(INPUT MATERIAL Opens)

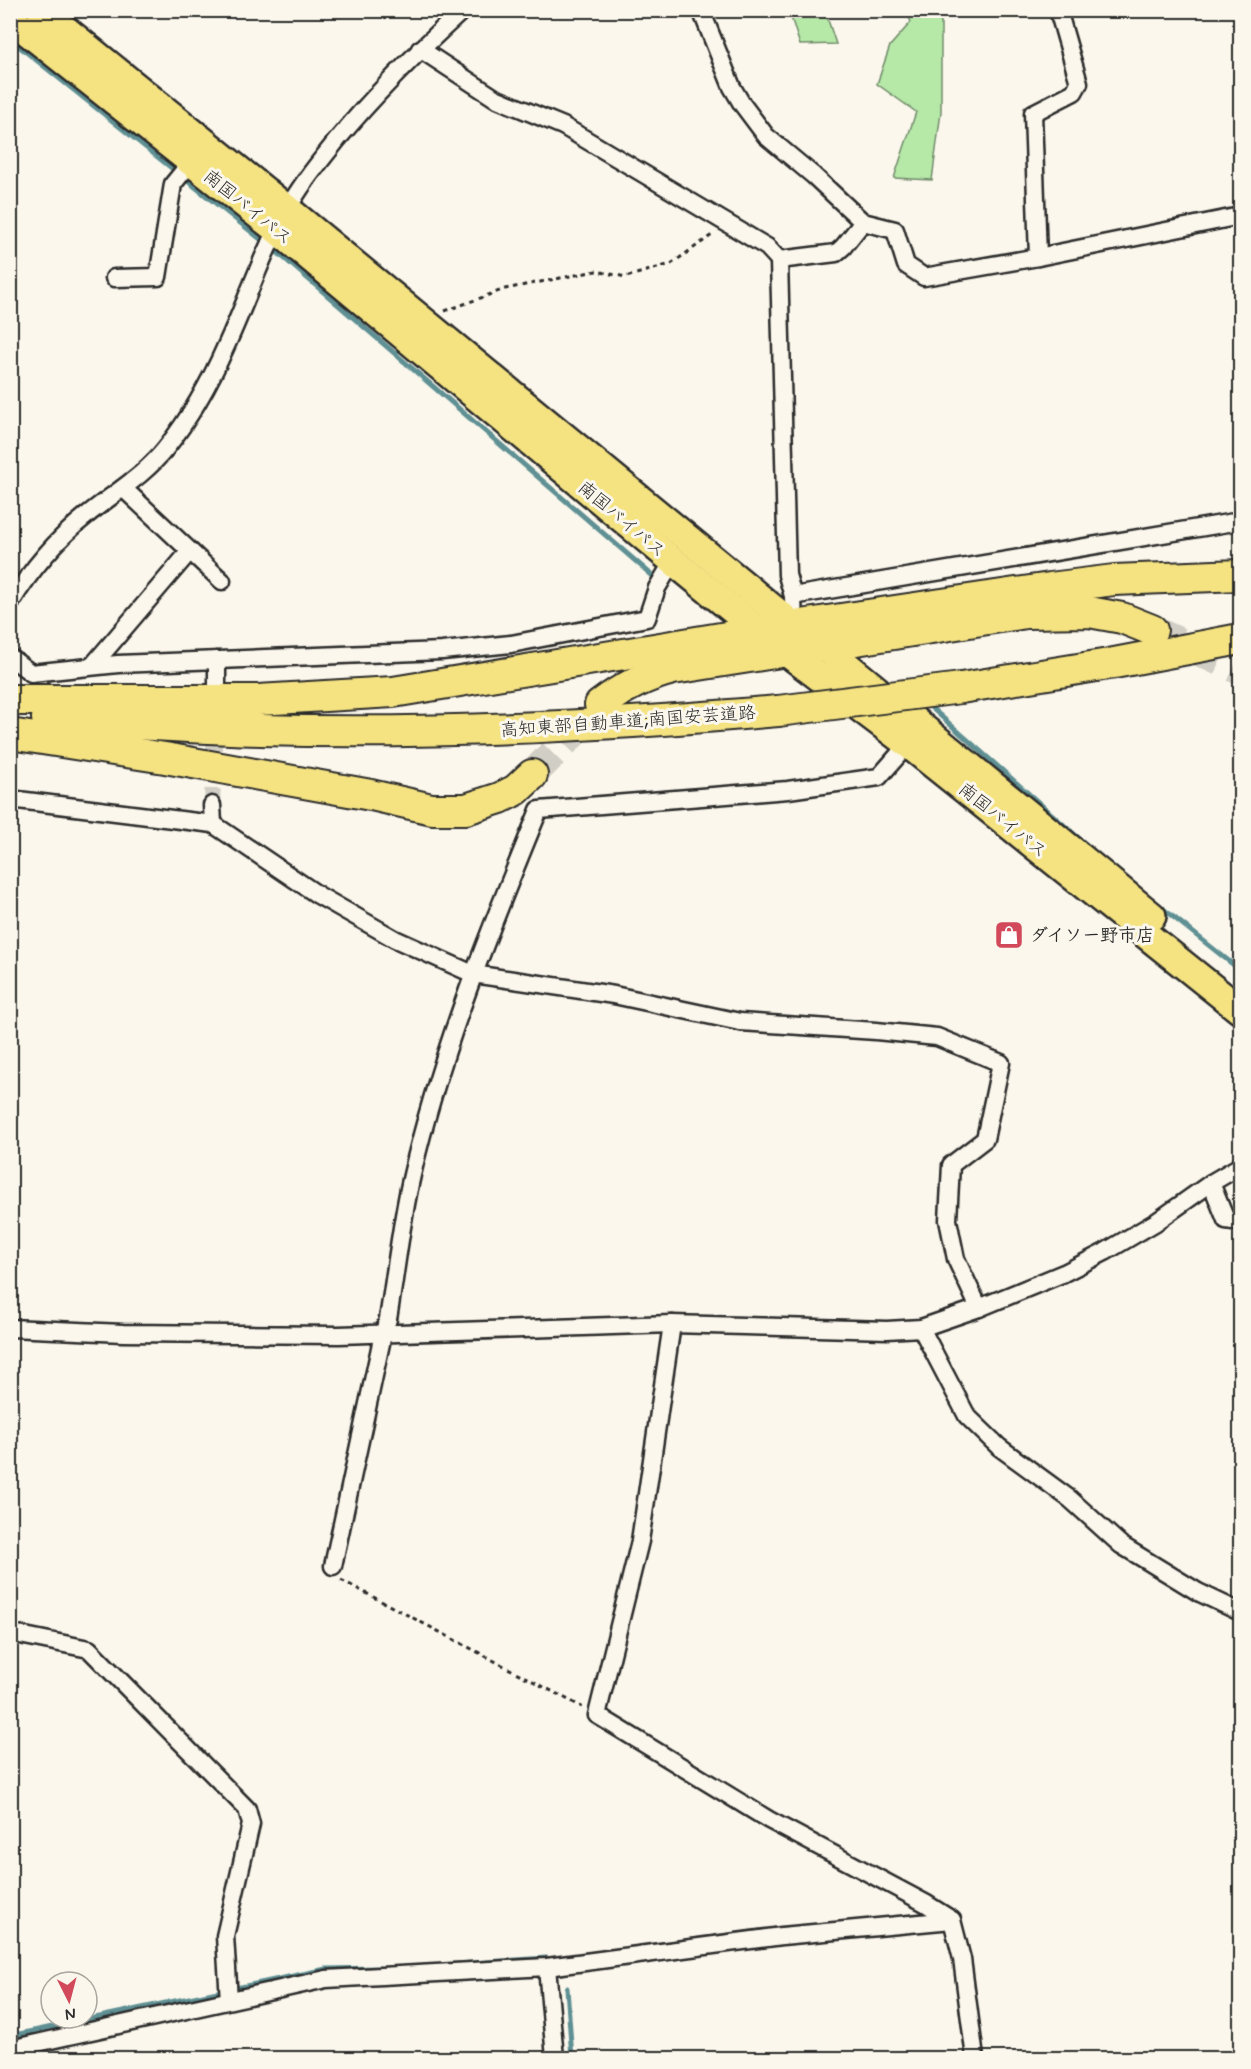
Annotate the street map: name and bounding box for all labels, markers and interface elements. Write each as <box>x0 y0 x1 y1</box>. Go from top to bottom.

(INPUT MATERIAL Closes)
(INPUT MATERIAL Opens)

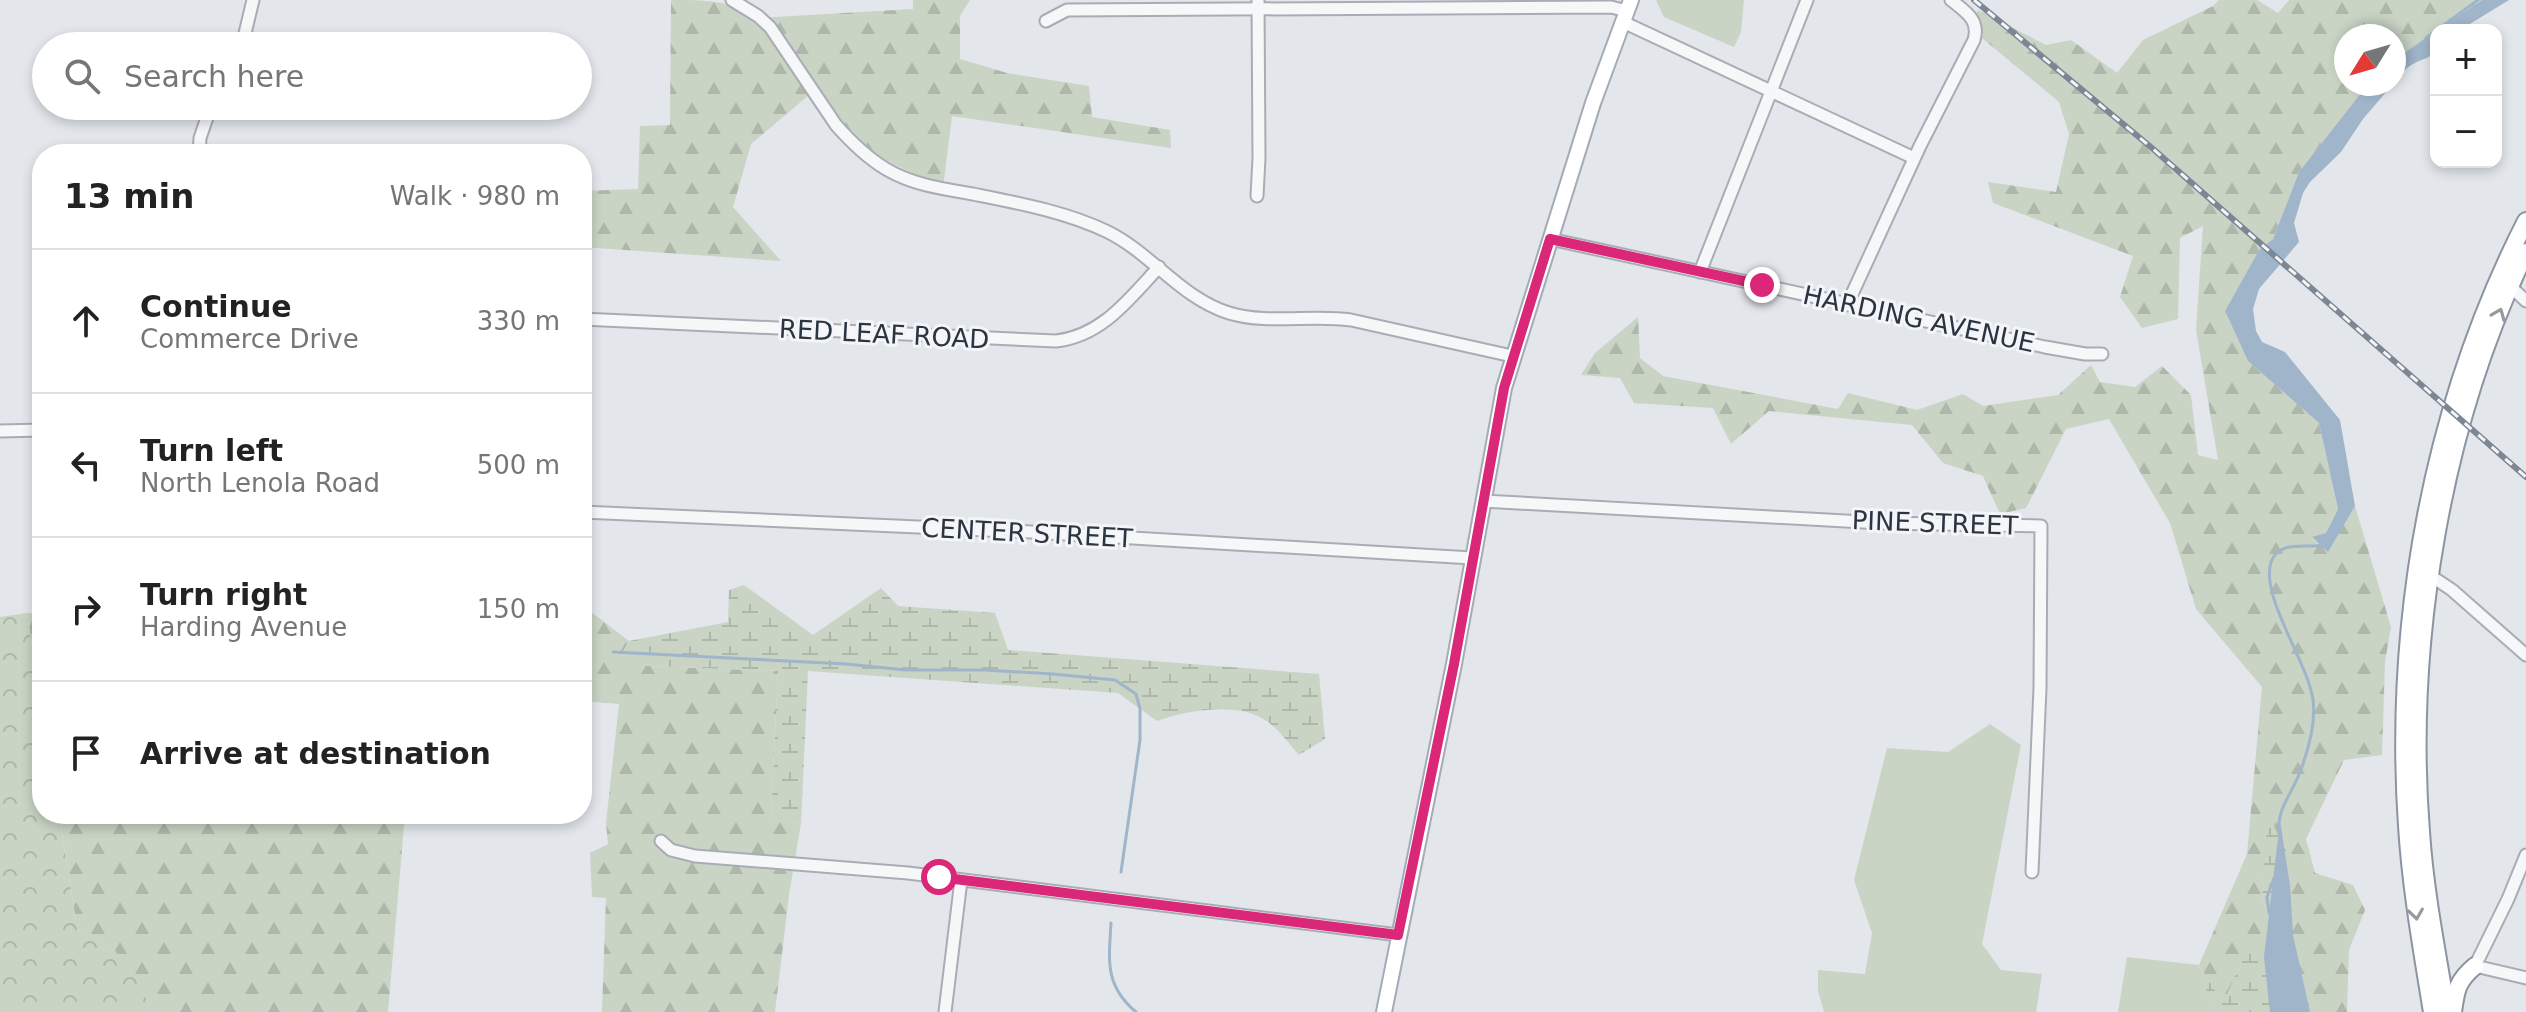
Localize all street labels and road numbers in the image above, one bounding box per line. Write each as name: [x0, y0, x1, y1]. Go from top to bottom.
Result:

(INPUT MATERIAL Closes)

• **ACTIVITY**
How many lines in the entries above hold the word "bottom"? Reply with the number by itself.

• **WRITTEN SOLUTION**
2